The ethical evaluation was generated through an Ethical Approval Risk Assessment (EARA). The EARA considered all points of the research that might impact on human participants or cases. Informed consent was of particular importance and participants were made aware that their participation would be anonymous, the purpose of the study, their right to drop out, and how to complain about the way the study was conducted. Anonymity was maintained by asking participants to self select for the interviews as part of the questionnaire, those who put themselves forward were not revealed to the organisation and were given a code to which they were referred to. All cases were allocated a case letter (A,B or C) which was not revealed to each case to provide organisational, as well as individual anonymity. After establishing the risks and proposing mitigation methods, the EARA achieved ethical approval from Loughborough ABCE ethics committee.
Perceptions of Gender Equality Initiatives and Organisational Justice
The quantitative questionnaire data collected across the three cases allows for the analysis of relationships between POJ and ʻAEA. The individual case regression analysis established a relationship between the interactional justice (IJ) measure and AEA by testing the hypothesis There is a relationship between AEA and Perceptions of 1) Distributive Justice (DJ); 2) Procedural Justice (PJ); and 3) Interactional Justice (IJ). In all three cases a substantial relationship was determined by IJ having a significance of less than 0.05 (Case A 0.002, Case B 0.000, Case C 0.000) (See Tables 3–8).
There were some differences between the cases, in the quantitative analysis the overall POJ and AEA scores for Case B were found to differ from those of Cases A and C, suggesting that Case B had a lower POJ that impacted upon AEA. As Case Bs PAE was not significantly different from that of Case A or C reinforced the idea that AEA can be influenced by the Case. The other main difference in the case study data was that overtly hostile behaviours were only present in Case B, of which there were three incidents and three questionnaire responses (QRs). Examples of hostility to out-group members were not present in Case A and C, despite a range of QRs being mentioned by participants. Therefore, the data analysis points to key areas of variance between the cases (Table 9).
Analysis of the interview data with regard to beliefs held by employees about the company context, the equality approach and perceptions of in-groups and out-groups enables a deeper understanding of relationships found in the quantitative analysis. IJ was also found to correlate with AEA in all three of the cases in the interviews, this was evidenced in the interviews by low POJ participants consistent concerns regarding positive discrimination and fears that they had been overlooked for promotion due to Company Equality Approaches (CEA). As described by one white male low POJ participant:
One of the things I disagree with is turning around and saying “we”ve got ten posts and five of them have got to be women. That would be my only gripe with it, they tend to be pushing women in there for the sake of it A1.1.1
Across the three cases, there was evidence that employees did not perceive the “company”s equality approach the way that those implementing them had intended. Initiatives were set up in the cases as linked to company strategies to varying degrees. The expert interviews found that Case B was clear that initiatives were driven by the client, but recognised internal need to address equality was developing. Cases A and B both stated that their company equality approaches were tied into the overall company strategy, however the Dass and Parker framework (1999) was used to analyse the responses and found that, in practice, all initiatives were episodic and lacked consistent evaluation, demonstrating a policy-practice gap.

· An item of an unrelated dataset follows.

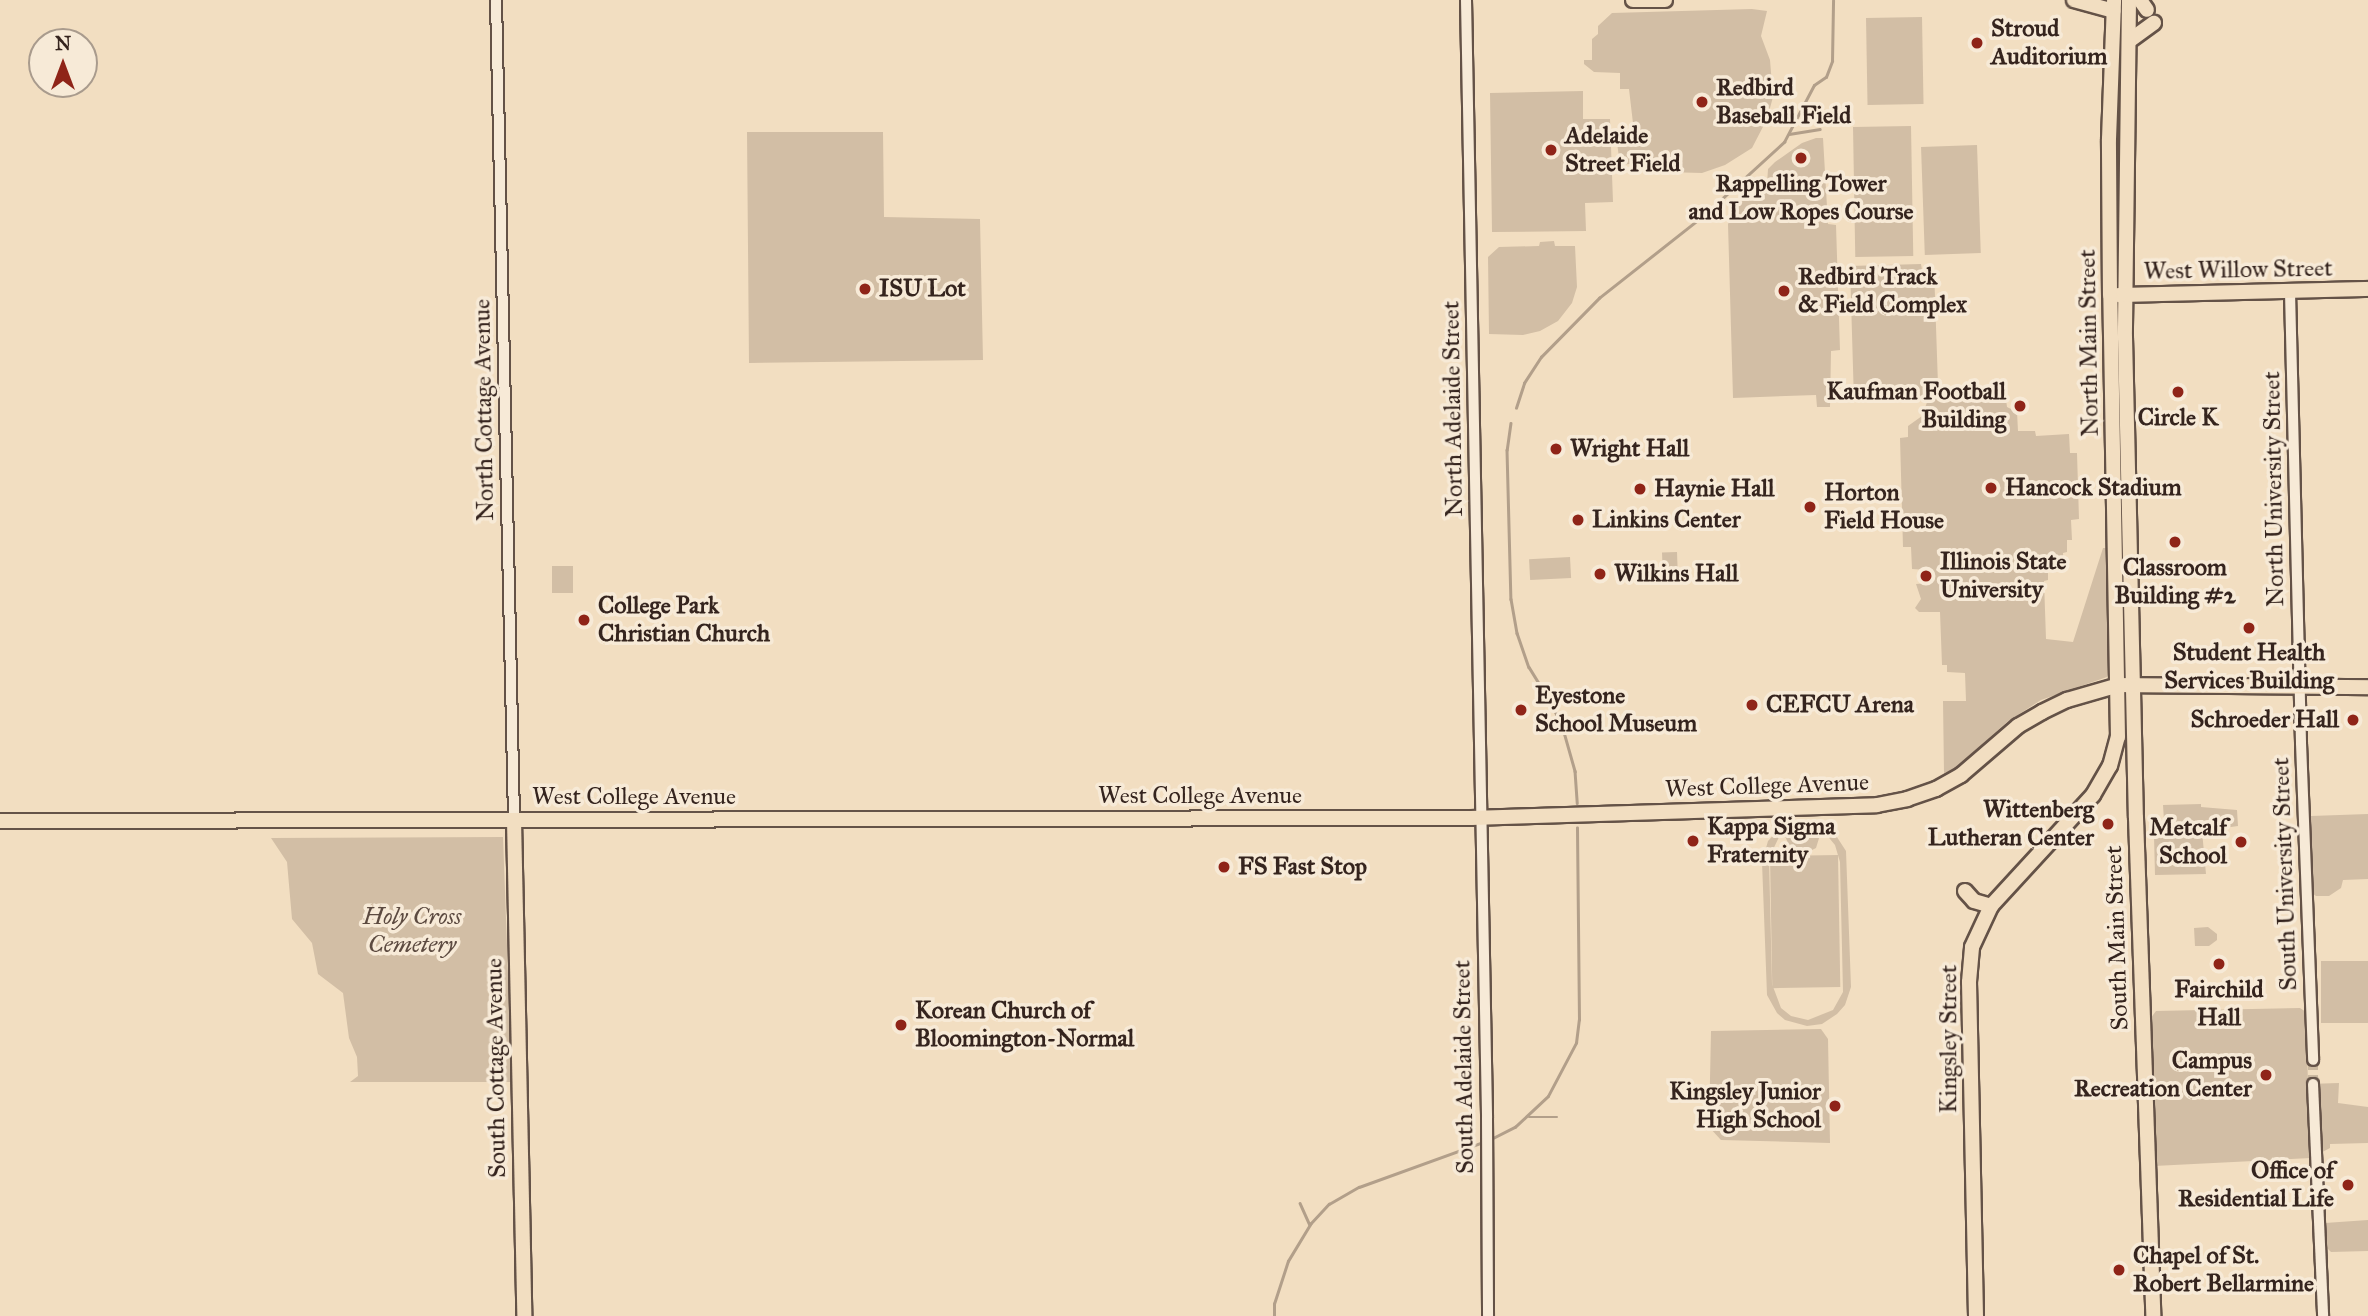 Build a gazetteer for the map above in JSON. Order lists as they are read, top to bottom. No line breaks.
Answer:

The motivations of the case organisations focused on client need and internal demand. However, “employees” perceptions of motivating factors were less likely to mirror the organisational motivation and more likely to be in line with personal values or perceptions of justice. For example, low perception of justice participants stated societal or legislative factors as responsible for motivating the company equality approach. Whereas employees with mid to high perceptions of justice were more likely to state business benefits as a motivating factor. In particular, there were concerns raised about “positive” “discrimination” despite none of the companies adopting measures that would be objectively described as such. Therefore, the research shows a trend towards misunderstanding and misinterpretation of gender equality approaches, which appear to be linked to broader employee perceptions of organisational justice in those contexts.
The individual case analysis and cross-case analysis identified attitudes and behaviours that were predominant, or only apparent in respondents with low POJ (Table 3). Table 3 demonstrates that the low POJ category groups all exhibited between five and six of these behaviours. The Mid/high POJ category groups exhibited between zero and two of these behaviours. The difference in attitude and behaviour of the low POJ category participants and the mid/high POJ category participants implies that these attitudes are linked to low POJ.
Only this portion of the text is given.